Magazines of romance

from Wikipedia, the free encyclopedia

The magazines of the Romantic period were mostly short-lived journalistic projects by the literary representatives of the Romantic movement, through which they tried to disseminate their ideas in a way that differentiated them from and dealt with the Enlightenment and the Classical period .
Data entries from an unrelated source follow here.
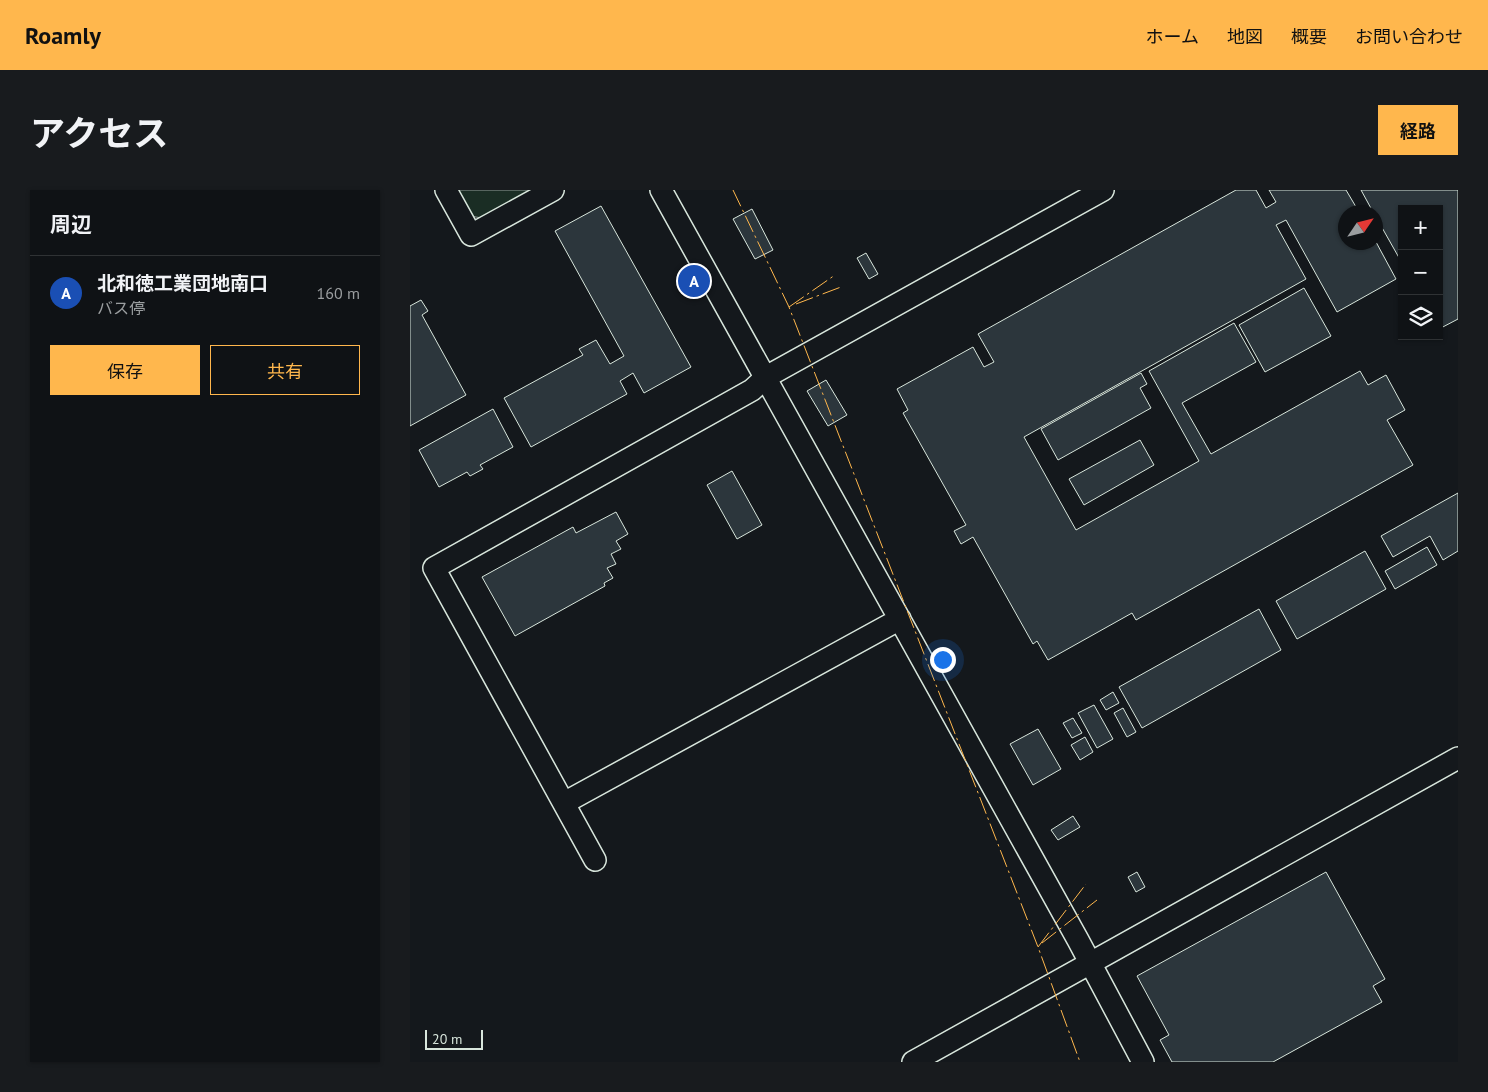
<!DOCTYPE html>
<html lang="ja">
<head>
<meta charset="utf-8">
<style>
	:root { --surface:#0f1215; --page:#181b1e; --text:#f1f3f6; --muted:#9b9ea0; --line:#2f3234; --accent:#ffb74d }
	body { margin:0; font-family:"PT Sans","Noto Sans JP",sans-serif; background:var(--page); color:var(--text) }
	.controls { position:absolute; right:15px; top:15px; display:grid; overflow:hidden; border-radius:0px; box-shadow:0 1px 4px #0004 }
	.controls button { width:45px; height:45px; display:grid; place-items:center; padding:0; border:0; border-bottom:1px solid var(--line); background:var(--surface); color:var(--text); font:25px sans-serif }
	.compass { position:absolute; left:928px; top:15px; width:45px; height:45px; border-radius:50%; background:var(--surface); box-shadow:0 1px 4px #0004; rotate:55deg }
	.scale { position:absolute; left:15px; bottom:12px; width:58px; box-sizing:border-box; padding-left:5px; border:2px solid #d8e6dc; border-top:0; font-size:14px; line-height:18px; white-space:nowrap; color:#d8e6dc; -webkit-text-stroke:4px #14181c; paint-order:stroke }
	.you { position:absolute; left:532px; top:469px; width:18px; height:18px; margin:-12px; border:4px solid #fff; border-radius:50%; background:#1a73e8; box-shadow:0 0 0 8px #1a73e833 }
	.badge { display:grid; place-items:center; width:32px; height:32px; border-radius:50%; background:var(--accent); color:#fff; font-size:16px; font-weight:700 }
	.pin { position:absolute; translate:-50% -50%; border:2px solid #fff; box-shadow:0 1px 5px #0006 }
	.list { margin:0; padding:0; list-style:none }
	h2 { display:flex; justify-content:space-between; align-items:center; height:65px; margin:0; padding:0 20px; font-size:21px }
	h2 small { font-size:16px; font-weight:400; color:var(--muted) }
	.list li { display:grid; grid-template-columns:32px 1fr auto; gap:15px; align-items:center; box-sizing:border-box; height:75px; padding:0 20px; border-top:1px solid var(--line) }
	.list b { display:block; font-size:19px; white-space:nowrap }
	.list p { margin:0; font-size:16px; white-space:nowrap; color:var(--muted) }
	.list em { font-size:16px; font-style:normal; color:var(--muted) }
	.actions { display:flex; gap:10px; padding:15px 20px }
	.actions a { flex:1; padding:11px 0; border:1px solid var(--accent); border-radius:0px; text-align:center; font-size:18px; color:var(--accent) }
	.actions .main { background:var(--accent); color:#111 }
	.icon { flex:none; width:28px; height:28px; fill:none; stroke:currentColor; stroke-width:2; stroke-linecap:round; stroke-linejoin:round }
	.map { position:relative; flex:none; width:1048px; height:872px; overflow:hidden; border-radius:0px }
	header { display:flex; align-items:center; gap:30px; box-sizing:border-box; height:70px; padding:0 25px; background:var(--accent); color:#111 }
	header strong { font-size:24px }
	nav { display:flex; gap:28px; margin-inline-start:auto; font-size:18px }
	.intro { display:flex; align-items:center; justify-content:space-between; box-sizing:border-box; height:120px; padding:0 30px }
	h1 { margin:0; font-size:35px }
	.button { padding:12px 22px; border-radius:0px; background:var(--accent); color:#111; font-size:18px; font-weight:700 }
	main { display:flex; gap:30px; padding:0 30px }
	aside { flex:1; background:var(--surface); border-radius:0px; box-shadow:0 1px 4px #0004 }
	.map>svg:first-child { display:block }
	.green { fill:#1a2d24; stroke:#939e99 }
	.building { fill:#2c363c; stroke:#d8e6dc }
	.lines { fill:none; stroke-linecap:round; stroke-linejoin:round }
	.minor-casing { stroke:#d8e6dc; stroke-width:24 }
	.minor { stroke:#14181c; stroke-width:21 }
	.power { stroke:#ffb74d; stroke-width:1; stroke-dasharray:18 4 2.5 4; stroke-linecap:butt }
</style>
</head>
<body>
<header>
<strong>Roamly</strong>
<nav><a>ホーム</a><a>地図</a><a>概要</a><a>お問い合わせ</a></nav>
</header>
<div class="intro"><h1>アクセス</h1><a class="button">経路</a></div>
<main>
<aside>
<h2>周辺<small></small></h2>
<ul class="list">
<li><span class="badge" style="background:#1a4fb4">A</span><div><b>北和徳工業団地南口</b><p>バス停</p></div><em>160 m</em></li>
</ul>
<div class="actions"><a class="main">保存</a><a>共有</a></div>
</aside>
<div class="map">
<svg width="1048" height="872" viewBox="0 0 1048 872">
	<rect width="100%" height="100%" fill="#14181c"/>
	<path class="green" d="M 46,0 L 123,0 L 72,28 L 60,26 Z"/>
	<path class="building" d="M 826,0 L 846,0 L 856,18 L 866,12 L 859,0 L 936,0 L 949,22 L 936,22 L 936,52 L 966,52 L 986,89 L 927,122 L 876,30 L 866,35 L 896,89 L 614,247 L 666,340 L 789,271 L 739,181 L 824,133 L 846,172 L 772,213 L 801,264 L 950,181 L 958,195 L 976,185 L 995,220 L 977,230 L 1003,275 L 726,430 L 722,423 L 638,470 L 627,451 L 623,454 L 563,347 L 551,354 L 544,341 L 556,335 L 493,223 L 498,220 L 487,199 L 563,157 L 574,177 L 584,172 L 568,144 Z
		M 951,0 L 1048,0 L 1048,129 L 1029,139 L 1029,19 L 992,19 L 992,73 L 966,27 L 966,22 L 963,22 Z
		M 191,16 L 281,177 L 234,203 L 223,183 L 210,191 L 217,204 L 121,257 L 94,208 L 173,165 L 169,159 L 186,150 L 200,174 L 214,166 L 145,41 Z
		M 342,19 L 363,60 L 345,69 L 323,29 Z
		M 456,63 L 468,84 L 459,89 L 447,68 Z
		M 894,98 L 921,146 L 855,182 L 829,135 Z
		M 11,110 L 18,121 L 12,125 L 56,205 L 0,236 L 0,116 Z
		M 731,183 L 737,194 L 730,198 L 741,218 L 648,270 L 631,239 Z
		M 416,190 L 437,225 L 418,236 L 397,201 Z
		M 83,219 L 103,257 L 70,275 L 73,279 L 60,286 L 57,282 L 29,297 L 9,260 Z
		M 730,250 L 744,275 L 674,315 L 659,289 Z
		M 322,281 L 352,335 L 327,349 L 297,295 Z
		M 1048,303 L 1048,361 L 1033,370 L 1020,346 L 983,367 L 971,346 Z
		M 206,322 L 218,344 L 206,351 L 211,359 L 201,364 L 206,374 L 197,378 L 203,388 L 194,393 L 195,396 L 105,446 L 72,387 L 163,337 L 166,343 Z
		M 1017,357 L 1027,375 L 985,399 L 975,381 Z
		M 955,361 L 976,399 L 887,449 L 866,411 Z
		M 849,419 L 871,460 L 732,538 L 709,497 Z
		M 703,502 L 709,513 L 696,520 L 690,510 Z
		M 684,515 L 703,549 L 687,558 L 668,523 Z
		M 713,518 L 726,542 L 717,547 L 704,523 Z
		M 663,528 L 672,543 L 662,548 L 653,533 Z
		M 628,539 L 651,579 L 623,595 L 600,554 Z
		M 675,547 L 683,562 L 670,570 L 661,555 Z
		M 663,626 L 670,637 L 648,650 L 641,640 Z
		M 727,682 L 735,697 L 726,702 L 718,687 Z
		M 916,682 L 975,789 L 963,796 L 972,812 L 863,872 L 762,872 L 750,850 L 759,845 L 727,786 Z"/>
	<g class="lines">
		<defs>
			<path id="minor" d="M 36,0 L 61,45 L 143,0
				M 251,0 L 668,750 L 733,872
				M 154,613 L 490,429
				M 185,670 L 24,378 L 342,200 L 356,187 L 693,0
				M 503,872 L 1048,568"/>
		</defs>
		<use href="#minor" class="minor-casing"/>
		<use href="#minor" class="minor"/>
		<path class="power" d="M 323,0 L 379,117 L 628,757 L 670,872
			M 386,114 L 431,97
			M 379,117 L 425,85
			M 632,753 L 687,710
			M 628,757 L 676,694"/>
	</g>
</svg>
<div class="controls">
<button>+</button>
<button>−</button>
<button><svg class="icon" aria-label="layers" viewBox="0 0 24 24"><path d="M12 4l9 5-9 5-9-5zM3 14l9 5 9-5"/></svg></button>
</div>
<svg class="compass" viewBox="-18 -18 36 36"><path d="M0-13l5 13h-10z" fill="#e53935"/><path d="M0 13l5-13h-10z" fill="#9b9ea0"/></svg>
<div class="scale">20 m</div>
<div class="you"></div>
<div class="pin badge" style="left:284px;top:91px;background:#1a4fb4">A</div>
</div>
</main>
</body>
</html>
Dealing with the Enlightenment and the classical period: the beginning of a romantic journalism

Since journalism around 1790 was largely dominated by the Enlightenment and Classical journals , the early Romantics found themselves dependent on these media despite their sometimes divergent ideas and interests. So worked August Wilhelm Schlegel - more like the classicists oriented - for the Gottingen scholar ads for Gottfried August Bürger's Academy of Fine Arts speech and Friedrich Schiller's Horen and the Musenalmanach with. His brother Friedrich Schlegel chose the Leipzig monthly for women , Biester's monthly and Johann Friedrich Reichardt's Germany rather the organs of the Enlightenment.

Above all, the dispute over reviews of new stage poems in the Berlin archive of the time and their tastes by the romantic August Ferdinand Bernhardi and the quickly escalating rift between Friedrich Schiller and Friedrich Schlegel made it clear that the establishment of their own romantic journals for a journalistic dispute against the Enlightenment and Classicists and spreading their own new ideas was overdue. Correspondingly, the Schlegel brothers created the Athenaeum (1798–1800) and Europe (1803–1805), Ludwig Tiecks Politisches Journal (1800) and Prometheus (1808) by Leo von Seckendorf and Ludwig Stoll .

Subject areas and characteristics of romantic magazines

Characteristic of this first phase of romantic magazines is not only

  • their ephemerality, but also the
  • Intensive examination of literary aesthetic issues from a European perspective.

One is also clear

The romantic magazines are also called by their editors

The second generation

Representatives of the mentioned second generation of romantic organs are the Phöbus (1808) Heinrich von Kleist and Adam Heinrich Müller , Kleist's Germania and Berliner Abendblätter (1810–1811), Joseph Görres ' Rheinischer Merkur (1814–1816), the Old German Forests of the brothers Jakob Grimm and Wilhelm Grimm and especially the newspaper for hermits Achim von Arnims and Clemens Brentanos . Friedrich Schlegel's Deutsches Museum (1812–1813) and his Concordia (1820; 1823) are more politically celibate . Friedrich de la Motte Fouqué's periodicals Die Jahreszeiten (1811–1814), The Muses (1812–1814) and the Berlinische Blätter for German women (1829–1830) have a special position .

literature

Web links

Wikisource: Journals  - Sources and Full Texts

(List of links to digitized magazines, including Romanticism.)